##### Entries supplied
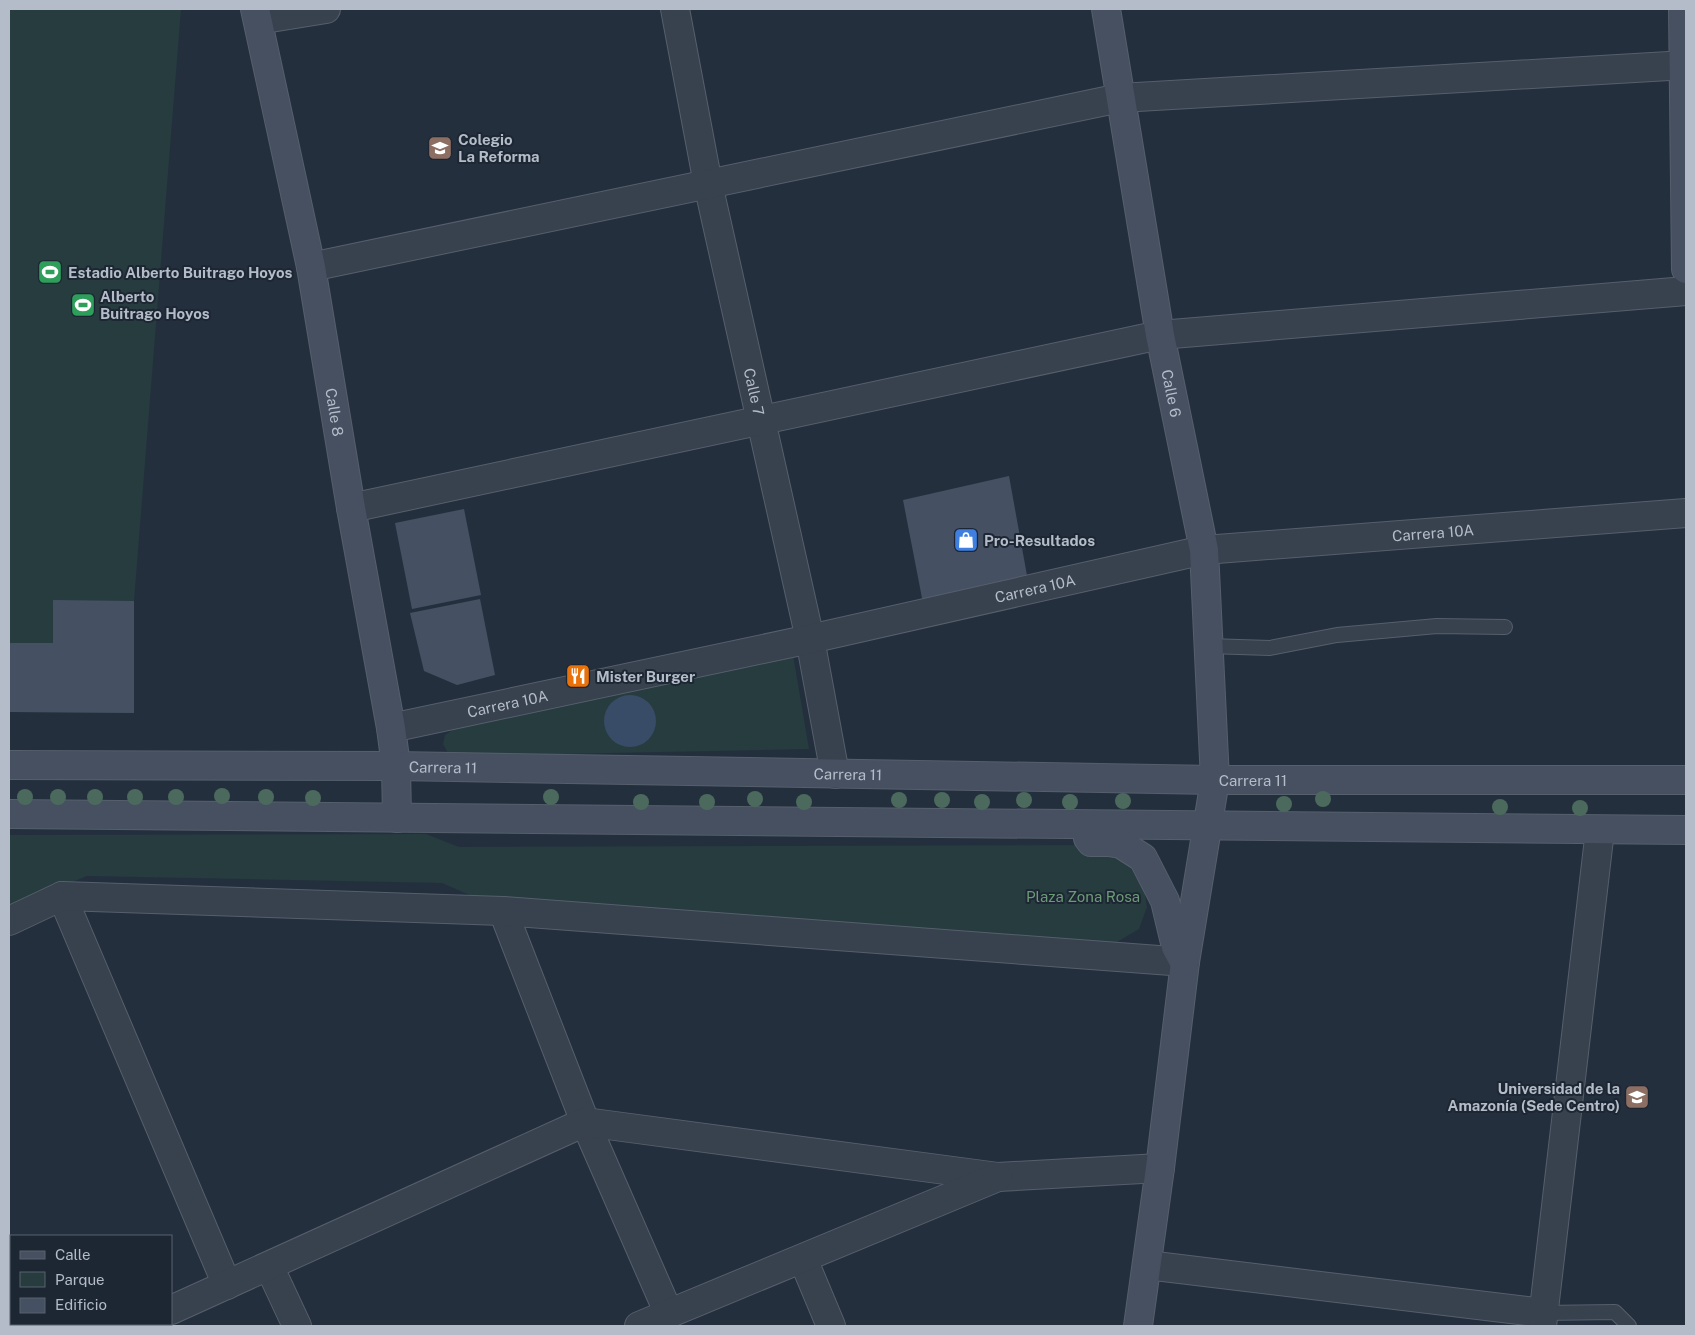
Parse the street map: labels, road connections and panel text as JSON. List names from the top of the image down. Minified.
##########
##### Entries supplied
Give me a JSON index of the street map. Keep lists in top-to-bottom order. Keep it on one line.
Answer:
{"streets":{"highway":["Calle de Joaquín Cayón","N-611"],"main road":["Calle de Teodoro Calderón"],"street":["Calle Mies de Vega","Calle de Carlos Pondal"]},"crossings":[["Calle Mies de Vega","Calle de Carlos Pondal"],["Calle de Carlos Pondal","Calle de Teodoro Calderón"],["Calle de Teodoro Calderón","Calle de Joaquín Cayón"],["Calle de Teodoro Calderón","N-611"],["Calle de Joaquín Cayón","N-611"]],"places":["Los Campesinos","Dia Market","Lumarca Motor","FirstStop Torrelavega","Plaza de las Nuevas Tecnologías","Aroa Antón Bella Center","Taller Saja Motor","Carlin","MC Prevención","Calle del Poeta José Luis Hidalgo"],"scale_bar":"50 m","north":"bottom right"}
##########
> Task details: Your reply must consist solely of the number of lines in the data that contain the word "JSON".

> Exercise response: 2